◆ EXERCISE OBJECTIVE
Using the entries that follow, please report how many lines contain the word "stream", with no other words.

═════ MATERIAL TO PROCESS

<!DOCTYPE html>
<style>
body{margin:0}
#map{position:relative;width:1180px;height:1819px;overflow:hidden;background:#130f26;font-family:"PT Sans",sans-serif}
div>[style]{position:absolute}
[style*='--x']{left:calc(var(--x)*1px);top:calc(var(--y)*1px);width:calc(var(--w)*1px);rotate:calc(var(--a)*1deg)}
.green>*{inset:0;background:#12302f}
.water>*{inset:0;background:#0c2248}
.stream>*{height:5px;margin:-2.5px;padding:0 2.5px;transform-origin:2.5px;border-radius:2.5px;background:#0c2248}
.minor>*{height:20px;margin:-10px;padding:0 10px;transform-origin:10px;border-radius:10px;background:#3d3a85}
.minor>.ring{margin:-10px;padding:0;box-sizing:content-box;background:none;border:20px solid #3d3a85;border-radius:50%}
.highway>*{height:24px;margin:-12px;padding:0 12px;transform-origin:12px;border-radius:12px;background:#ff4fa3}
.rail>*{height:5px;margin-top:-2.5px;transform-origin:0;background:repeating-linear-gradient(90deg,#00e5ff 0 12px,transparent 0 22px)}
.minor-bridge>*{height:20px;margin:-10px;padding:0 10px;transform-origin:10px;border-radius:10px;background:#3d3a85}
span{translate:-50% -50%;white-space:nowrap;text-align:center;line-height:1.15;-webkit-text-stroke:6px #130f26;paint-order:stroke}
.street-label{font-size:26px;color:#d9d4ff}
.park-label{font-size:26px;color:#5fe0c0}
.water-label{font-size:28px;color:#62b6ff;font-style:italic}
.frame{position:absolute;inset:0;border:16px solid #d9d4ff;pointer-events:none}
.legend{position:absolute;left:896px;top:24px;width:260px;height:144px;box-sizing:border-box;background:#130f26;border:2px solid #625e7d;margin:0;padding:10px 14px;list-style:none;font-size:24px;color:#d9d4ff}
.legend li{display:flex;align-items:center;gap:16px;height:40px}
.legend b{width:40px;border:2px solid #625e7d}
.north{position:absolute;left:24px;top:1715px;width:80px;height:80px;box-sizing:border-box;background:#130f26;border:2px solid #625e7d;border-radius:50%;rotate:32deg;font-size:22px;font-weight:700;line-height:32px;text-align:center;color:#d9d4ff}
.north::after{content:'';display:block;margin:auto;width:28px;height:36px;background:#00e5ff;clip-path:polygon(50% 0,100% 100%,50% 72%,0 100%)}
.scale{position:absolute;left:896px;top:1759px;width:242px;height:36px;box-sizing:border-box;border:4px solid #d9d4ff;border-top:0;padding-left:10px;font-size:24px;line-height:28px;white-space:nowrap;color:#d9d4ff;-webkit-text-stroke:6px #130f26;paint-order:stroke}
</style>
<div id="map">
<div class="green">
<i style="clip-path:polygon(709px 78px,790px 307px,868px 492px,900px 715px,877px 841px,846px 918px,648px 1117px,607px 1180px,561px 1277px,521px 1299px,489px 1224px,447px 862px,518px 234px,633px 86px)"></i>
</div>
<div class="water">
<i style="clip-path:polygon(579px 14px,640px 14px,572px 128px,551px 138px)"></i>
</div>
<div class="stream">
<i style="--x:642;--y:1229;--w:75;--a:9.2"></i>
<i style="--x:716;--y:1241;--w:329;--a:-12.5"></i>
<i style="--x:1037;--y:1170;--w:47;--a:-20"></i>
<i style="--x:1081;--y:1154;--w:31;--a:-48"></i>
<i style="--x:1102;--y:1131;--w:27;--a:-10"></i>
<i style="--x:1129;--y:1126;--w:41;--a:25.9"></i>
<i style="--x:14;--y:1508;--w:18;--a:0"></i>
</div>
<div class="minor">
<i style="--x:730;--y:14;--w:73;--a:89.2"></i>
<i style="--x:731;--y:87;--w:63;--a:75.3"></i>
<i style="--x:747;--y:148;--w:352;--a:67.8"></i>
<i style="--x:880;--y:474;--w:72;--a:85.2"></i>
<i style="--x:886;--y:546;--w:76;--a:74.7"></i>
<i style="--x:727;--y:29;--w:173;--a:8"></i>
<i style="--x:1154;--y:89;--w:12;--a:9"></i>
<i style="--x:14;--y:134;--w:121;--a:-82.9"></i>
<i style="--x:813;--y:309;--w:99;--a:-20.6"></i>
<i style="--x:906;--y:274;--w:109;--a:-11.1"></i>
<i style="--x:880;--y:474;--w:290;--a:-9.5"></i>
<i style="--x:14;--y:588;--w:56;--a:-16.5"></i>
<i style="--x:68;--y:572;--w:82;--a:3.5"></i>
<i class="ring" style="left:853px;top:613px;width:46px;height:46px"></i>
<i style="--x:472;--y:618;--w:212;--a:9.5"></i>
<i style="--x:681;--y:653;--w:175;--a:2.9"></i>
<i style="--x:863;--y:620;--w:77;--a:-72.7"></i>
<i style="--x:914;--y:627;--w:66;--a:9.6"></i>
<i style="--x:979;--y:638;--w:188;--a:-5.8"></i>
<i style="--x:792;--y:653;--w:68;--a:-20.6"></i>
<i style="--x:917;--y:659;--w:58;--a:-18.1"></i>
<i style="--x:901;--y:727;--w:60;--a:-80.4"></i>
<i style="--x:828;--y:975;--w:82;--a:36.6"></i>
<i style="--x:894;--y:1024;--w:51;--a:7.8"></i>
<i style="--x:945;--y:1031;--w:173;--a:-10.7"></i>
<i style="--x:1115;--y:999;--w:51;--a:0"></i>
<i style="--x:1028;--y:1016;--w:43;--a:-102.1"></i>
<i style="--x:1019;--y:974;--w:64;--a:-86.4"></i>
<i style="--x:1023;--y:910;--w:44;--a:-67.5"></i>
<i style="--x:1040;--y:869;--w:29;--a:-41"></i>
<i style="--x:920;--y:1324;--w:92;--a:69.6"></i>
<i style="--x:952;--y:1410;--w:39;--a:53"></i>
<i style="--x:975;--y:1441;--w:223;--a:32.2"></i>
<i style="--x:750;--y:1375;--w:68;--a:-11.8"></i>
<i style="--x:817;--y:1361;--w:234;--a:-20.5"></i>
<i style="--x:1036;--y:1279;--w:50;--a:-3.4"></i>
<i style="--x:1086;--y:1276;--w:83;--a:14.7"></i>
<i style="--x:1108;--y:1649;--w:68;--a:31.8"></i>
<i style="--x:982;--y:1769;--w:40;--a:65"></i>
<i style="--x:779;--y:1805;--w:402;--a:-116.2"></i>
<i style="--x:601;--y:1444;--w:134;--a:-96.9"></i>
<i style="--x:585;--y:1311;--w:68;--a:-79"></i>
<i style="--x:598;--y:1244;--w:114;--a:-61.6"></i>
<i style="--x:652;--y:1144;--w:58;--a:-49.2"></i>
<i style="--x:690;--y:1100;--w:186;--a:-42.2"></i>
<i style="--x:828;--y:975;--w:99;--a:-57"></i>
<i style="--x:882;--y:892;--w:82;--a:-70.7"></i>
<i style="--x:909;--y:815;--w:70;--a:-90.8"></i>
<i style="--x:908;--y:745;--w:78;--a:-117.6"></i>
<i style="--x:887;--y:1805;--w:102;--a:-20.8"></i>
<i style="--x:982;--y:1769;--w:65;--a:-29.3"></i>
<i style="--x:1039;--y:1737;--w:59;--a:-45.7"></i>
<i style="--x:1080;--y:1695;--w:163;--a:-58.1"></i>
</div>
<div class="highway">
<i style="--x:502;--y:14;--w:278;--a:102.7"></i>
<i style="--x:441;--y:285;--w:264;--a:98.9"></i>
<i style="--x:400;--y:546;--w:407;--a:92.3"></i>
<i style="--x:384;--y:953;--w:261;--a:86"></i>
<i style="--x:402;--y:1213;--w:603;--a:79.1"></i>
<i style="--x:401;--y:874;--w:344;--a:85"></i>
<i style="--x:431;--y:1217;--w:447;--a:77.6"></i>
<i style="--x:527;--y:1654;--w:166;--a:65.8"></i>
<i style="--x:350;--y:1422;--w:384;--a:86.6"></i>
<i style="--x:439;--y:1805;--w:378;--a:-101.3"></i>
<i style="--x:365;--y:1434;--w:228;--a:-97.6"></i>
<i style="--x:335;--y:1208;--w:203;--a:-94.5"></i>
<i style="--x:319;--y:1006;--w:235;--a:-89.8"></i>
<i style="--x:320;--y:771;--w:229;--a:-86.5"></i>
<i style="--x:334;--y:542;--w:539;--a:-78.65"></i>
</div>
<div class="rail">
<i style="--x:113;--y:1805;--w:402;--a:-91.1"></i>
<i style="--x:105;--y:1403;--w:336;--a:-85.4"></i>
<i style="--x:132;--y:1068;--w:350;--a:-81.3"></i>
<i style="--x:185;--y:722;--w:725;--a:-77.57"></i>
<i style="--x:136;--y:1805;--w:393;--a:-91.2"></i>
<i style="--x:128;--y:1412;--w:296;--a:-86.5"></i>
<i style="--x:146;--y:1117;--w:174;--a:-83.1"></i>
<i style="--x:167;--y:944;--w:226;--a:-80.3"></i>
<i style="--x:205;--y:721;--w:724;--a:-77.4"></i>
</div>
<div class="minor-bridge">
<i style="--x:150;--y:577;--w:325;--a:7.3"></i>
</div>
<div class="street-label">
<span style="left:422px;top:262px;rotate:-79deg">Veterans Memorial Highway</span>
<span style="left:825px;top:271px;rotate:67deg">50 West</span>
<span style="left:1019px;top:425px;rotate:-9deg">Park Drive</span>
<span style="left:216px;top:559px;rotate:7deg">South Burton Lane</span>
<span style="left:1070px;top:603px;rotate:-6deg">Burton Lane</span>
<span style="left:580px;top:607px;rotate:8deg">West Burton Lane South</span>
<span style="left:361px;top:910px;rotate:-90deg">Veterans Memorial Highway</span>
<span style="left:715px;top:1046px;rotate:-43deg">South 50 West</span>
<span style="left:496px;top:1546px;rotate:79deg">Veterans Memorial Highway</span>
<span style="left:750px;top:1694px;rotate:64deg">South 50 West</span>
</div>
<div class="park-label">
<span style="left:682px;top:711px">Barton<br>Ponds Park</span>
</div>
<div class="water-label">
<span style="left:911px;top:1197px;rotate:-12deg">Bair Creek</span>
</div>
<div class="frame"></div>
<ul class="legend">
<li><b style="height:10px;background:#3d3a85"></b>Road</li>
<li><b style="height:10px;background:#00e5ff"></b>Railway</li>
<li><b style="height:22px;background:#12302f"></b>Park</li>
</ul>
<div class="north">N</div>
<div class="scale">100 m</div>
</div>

══════════

◆ ANSWER AREA
2